Modelling autosegmental phonology with multi-tape finite state transducers

Phonology may be briefly defined as the study of sound patterns in spoken language. One of the most well-known computational models of phonology, Koskenniemi's two-level phonology, is based on an underlying linguistic theory that has been superseded by autosegmental phonology, which began with the work of Goldsmith. There is a need for computational models that are faithful to this more recent theory. Such a model can form the basis of a computational tool that can quickly and accurately check the validity of a phonological analysis on a large amount of phonetic data, freeing the linguist from the tedious and enor-prone task of doing this by hand. This-thesis presents a new computational model of phonology that is faithful to standard autosegmental theory, that has clearly adequate expressive power, and that is suitable as the basis for a tool for phonological analysis.

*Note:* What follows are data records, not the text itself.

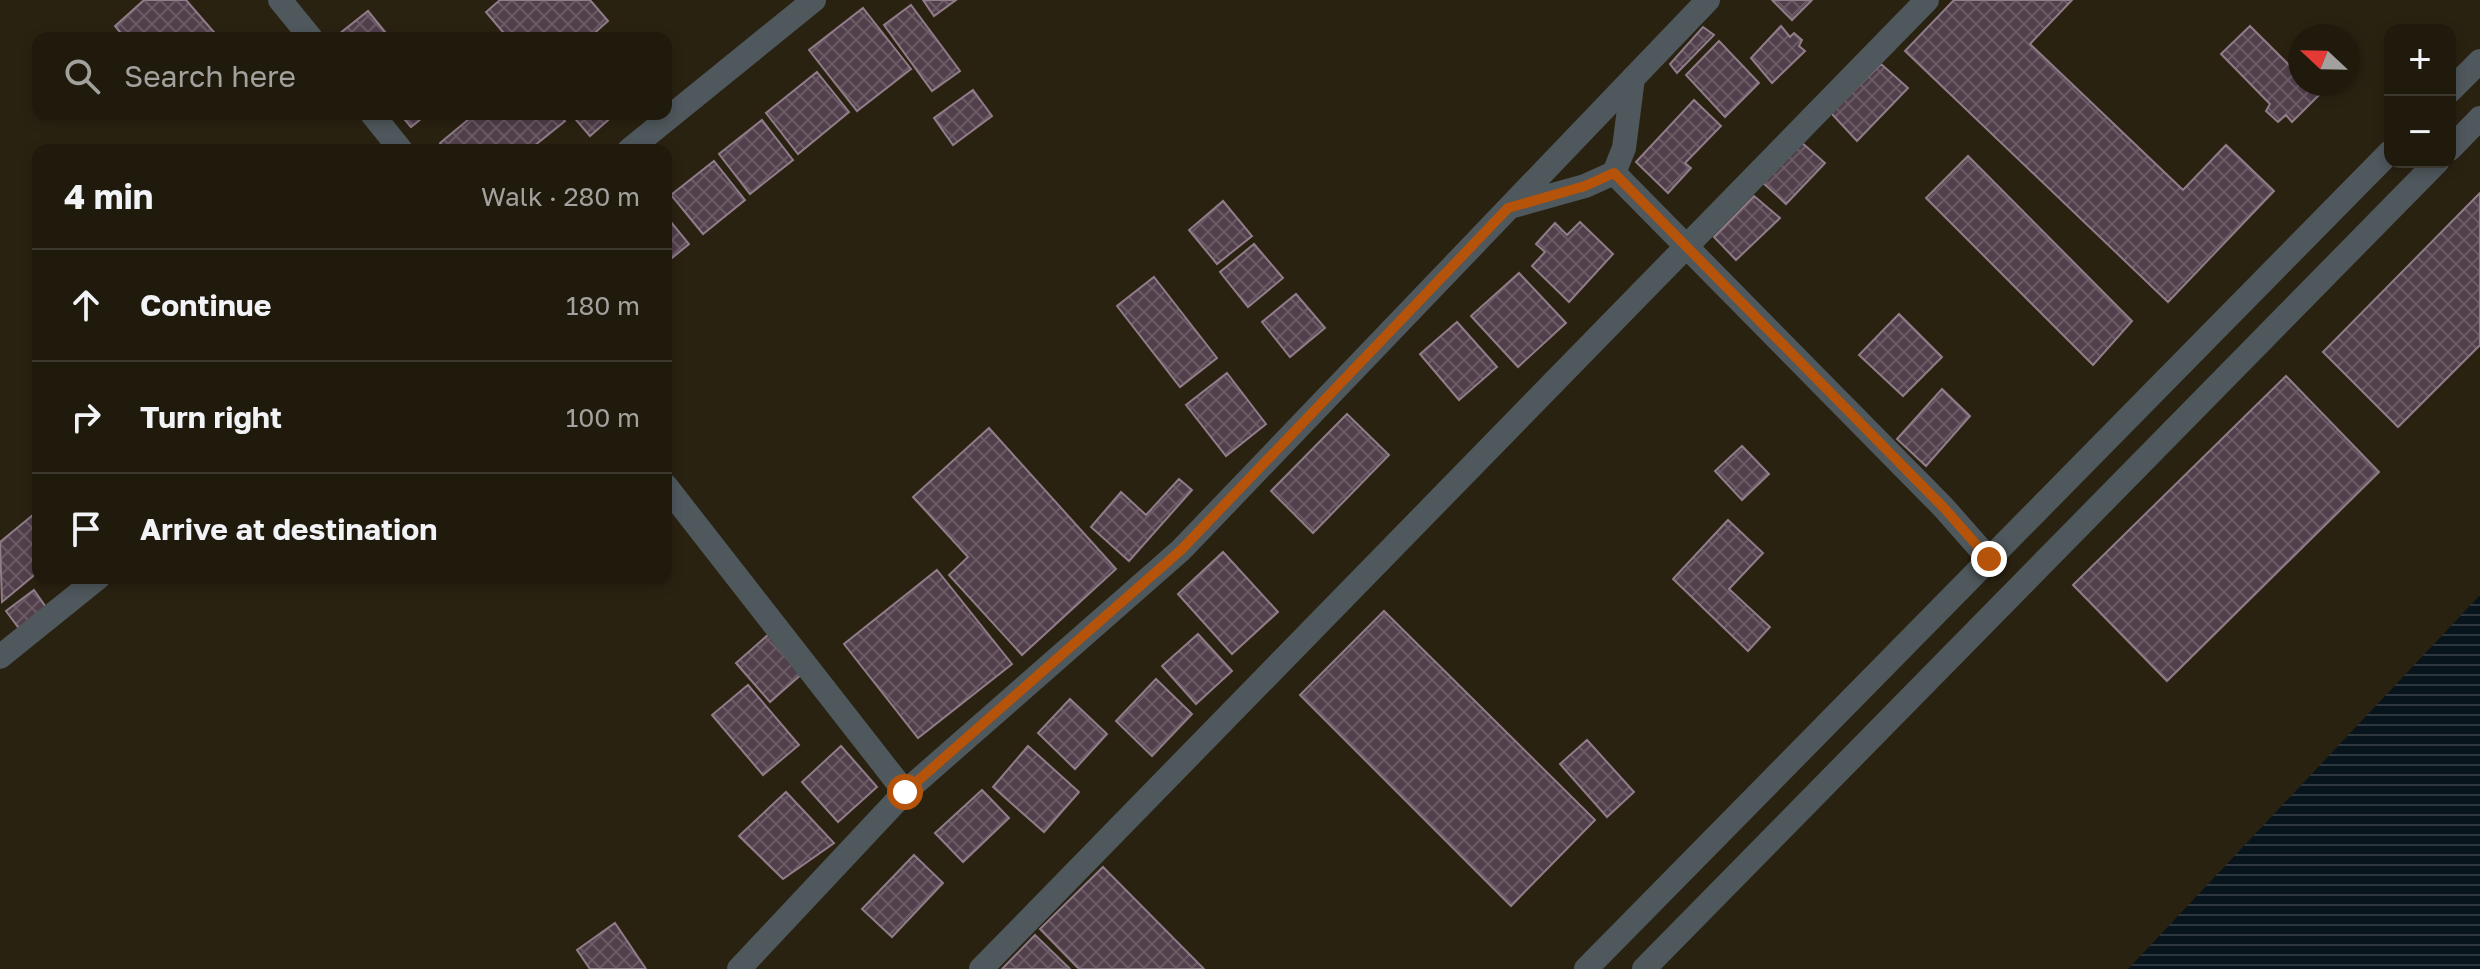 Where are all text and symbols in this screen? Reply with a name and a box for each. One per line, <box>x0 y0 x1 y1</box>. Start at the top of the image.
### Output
north arrow <box>2288 24 2360 96</box>
map controls <box>2384 24 2456 168</box>
button: + <box>2384 24 2456 96</box>
search box <box>32 32 672 120</box>
icon: search <box>60 54 104 98</box>
text: Search here <box>124 58 296 94</box>
button: − <box>2384 96 2456 168</box>
text: 4 min <box>64 176 153 216</box>
text: Walk · 280 m <box>481 181 640 212</box>
icon: ahead <box>64 283 108 327</box>
text: Continue <box>140 287 271 323</box>
text: 180 m <box>566 290 640 321</box>
icon: right <box>64 395 108 439</box>
text: Turn right <box>140 399 282 435</box>
text: 100 m <box>566 402 640 433</box>
icon: arrive <box>64 507 108 551</box>
text: Arrive at destination <box>140 511 437 547</box>
route end <box>1971 541 2007 577</box>
route start <box>887 774 923 810</box> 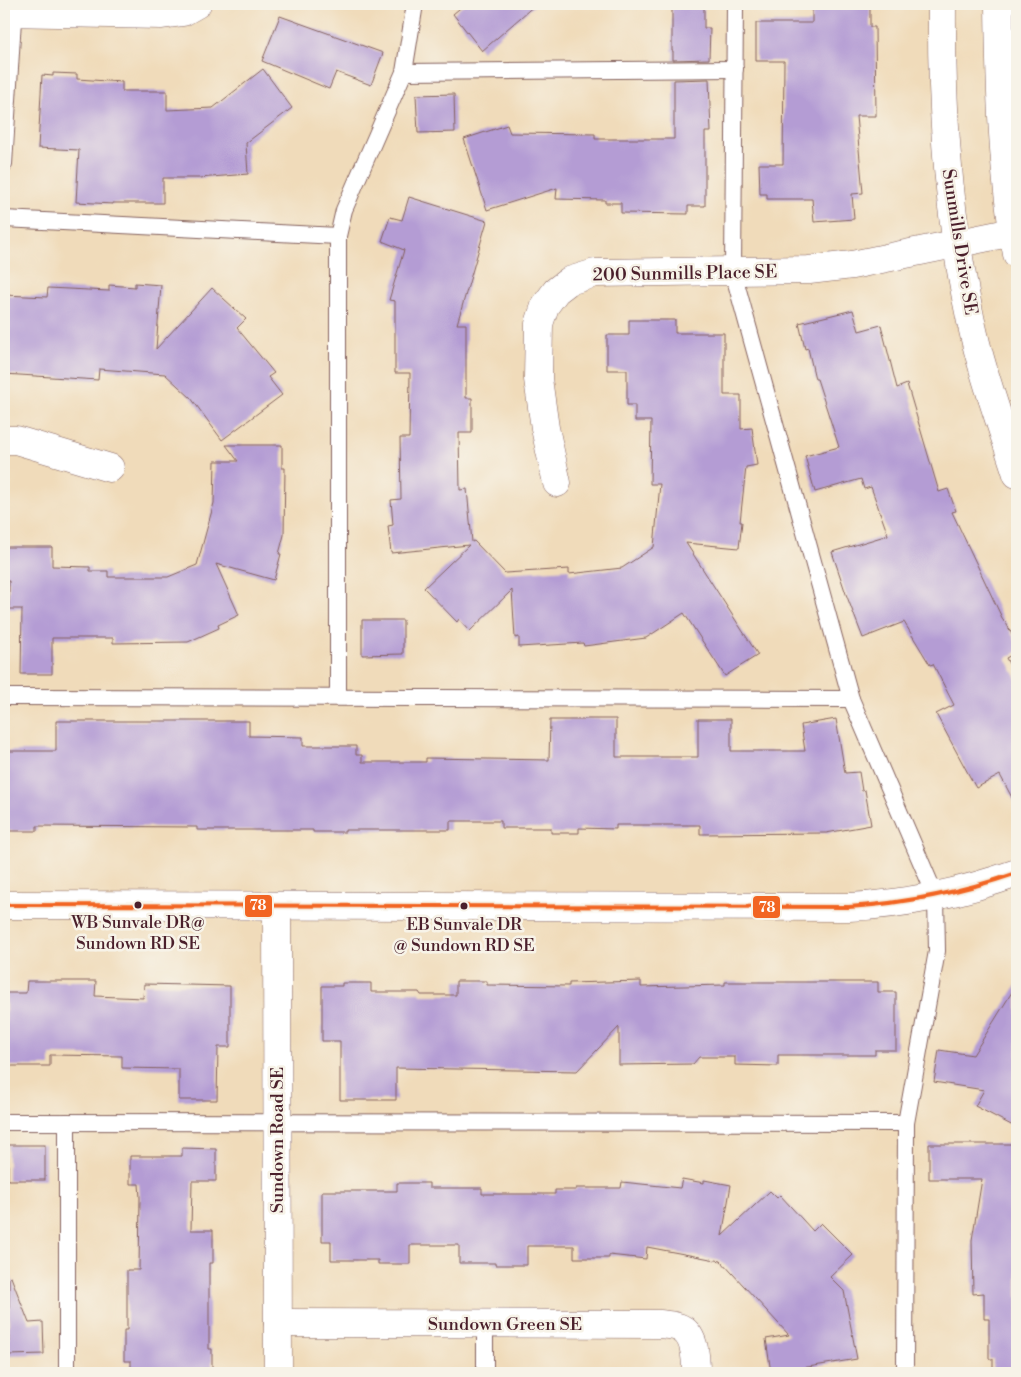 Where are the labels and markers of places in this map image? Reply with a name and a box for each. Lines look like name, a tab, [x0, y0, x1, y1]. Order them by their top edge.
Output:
marker: WB Sunvale DR@ Sundown RD SE	[133, 900, 143, 910]
marker: EB Sunvale DR @ Sundown RD SE	[459, 901, 469, 911]
place label: WB Sunvale DR@ Sundown RD SE	[70, 912, 205, 955]
place label: EB Sunvale DR @ Sundown RD SE	[393, 914, 535, 957] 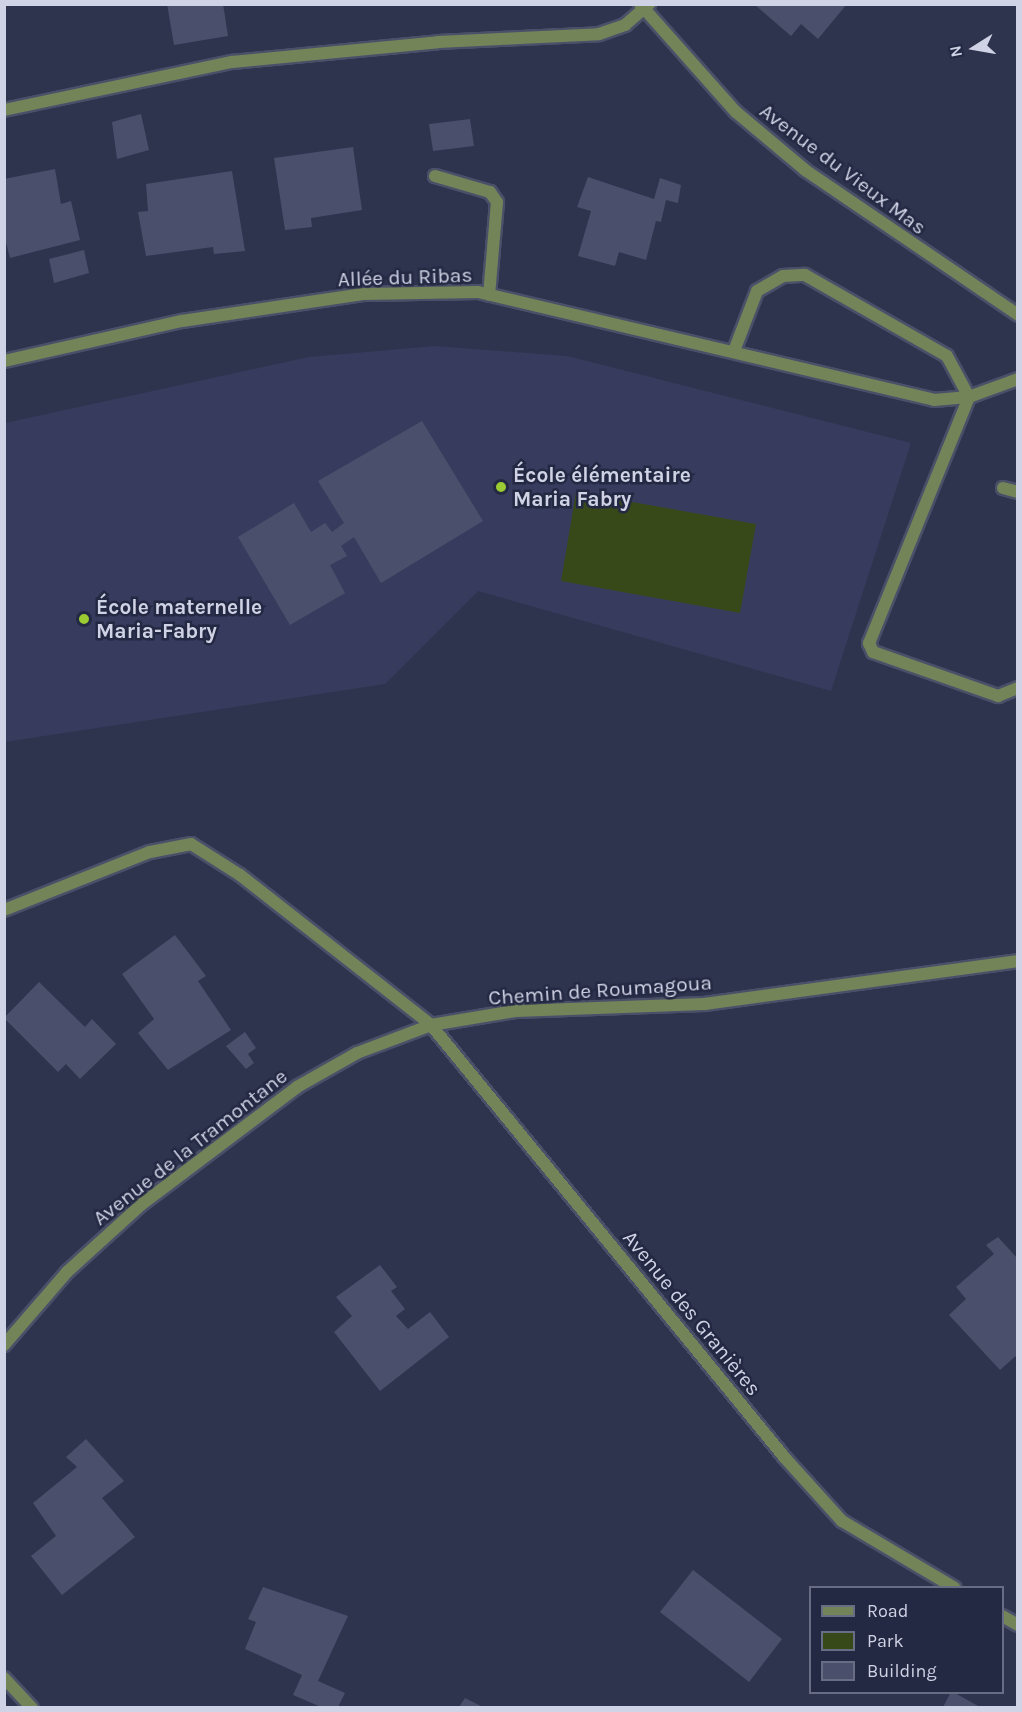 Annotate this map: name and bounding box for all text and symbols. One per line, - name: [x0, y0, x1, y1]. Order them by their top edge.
- north arrow: [944, 18, 1004, 78]
- text: N: [945, 44, 966, 59]
- street label: Avenue du Vieux Mas: [755, 98, 931, 240]
- street label: Allée du Ribas: [337, 262, 473, 292]
- place label: École élémentaire Maria Fabry: [513, 462, 691, 512]
- marker: École élémentaire Maria Fabry: [494, 480, 508, 494]
- place label: École maternelle Maria-Fabry: [96, 594, 262, 644]
- marker: École maternelle Maria-Fabry: [77, 612, 91, 626]
- street label: Chemin de Roumagoua: [487, 970, 713, 1010]
- street label: Avenue de la Tramontane: [88, 1063, 292, 1231]
- street label: Avenue des Granières: [618, 1225, 766, 1401]
- legend: [809, 1586, 1004, 1694]
- text: Road: [867, 1600, 908, 1622]
- text: Park: [867, 1630, 904, 1652]
- text: Building: [867, 1660, 937, 1682] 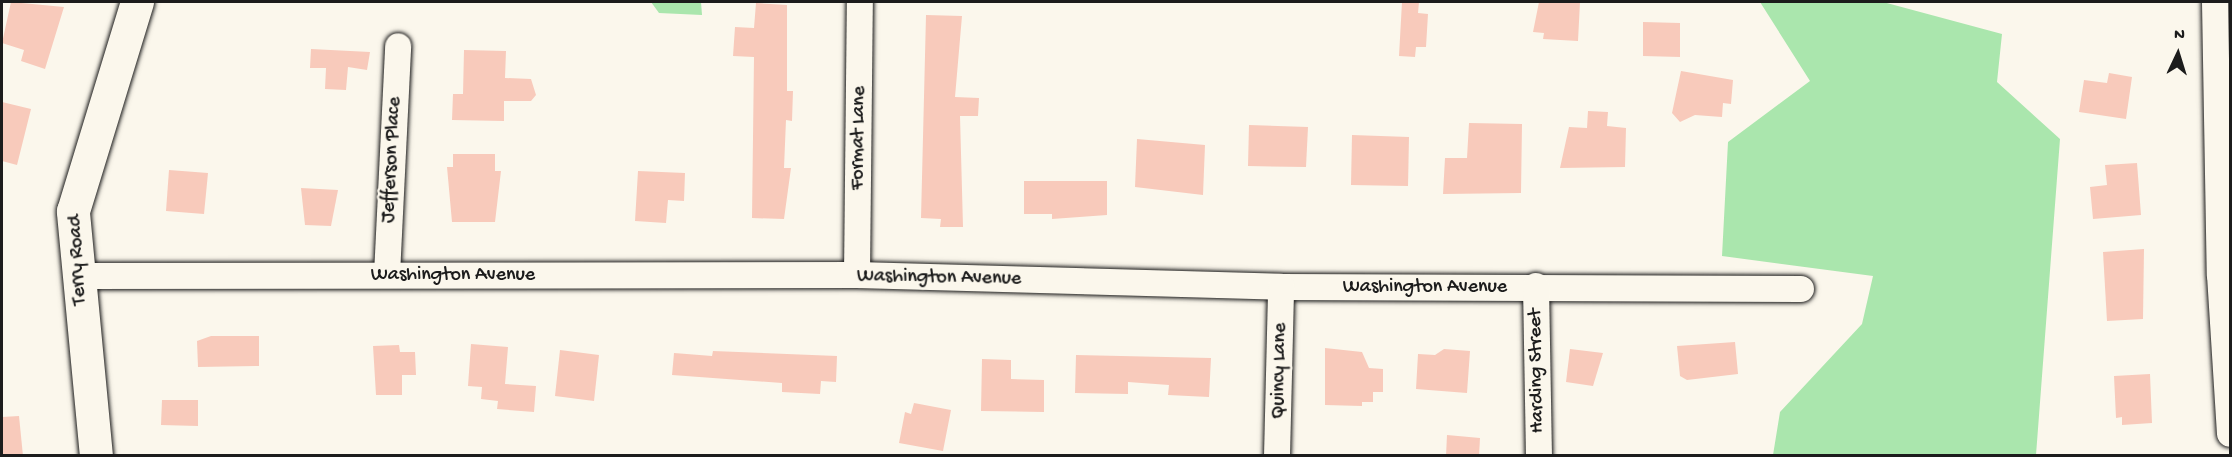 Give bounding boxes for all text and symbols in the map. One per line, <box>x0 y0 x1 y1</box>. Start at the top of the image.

It follows on very recent efforts by Kornai and Bird & Ellison to model autosegmental phonology. The model is based on a view of phonology that sees phonological representations as data and phonological rules as procedures that manipulate them. It models rules using multi-tape state-labelled finite transducers (MSFTs), a natural extension of finite state transducers obtained by adding multiple input and output tapes. MSFTs are shown to be powerful enough to express a wide range of autosegmental rules. We also investigate the class of formal languages accepted by multi-tape state-labelled finite automata (MSFAs) when their input tapes are considered to encode a single word in parallel. This class is quite large, including some languages that are not context free. Given that our model is faithful to autosegmental theory, this gives an upper bound on the computational power required to model autosegmental phonological rules.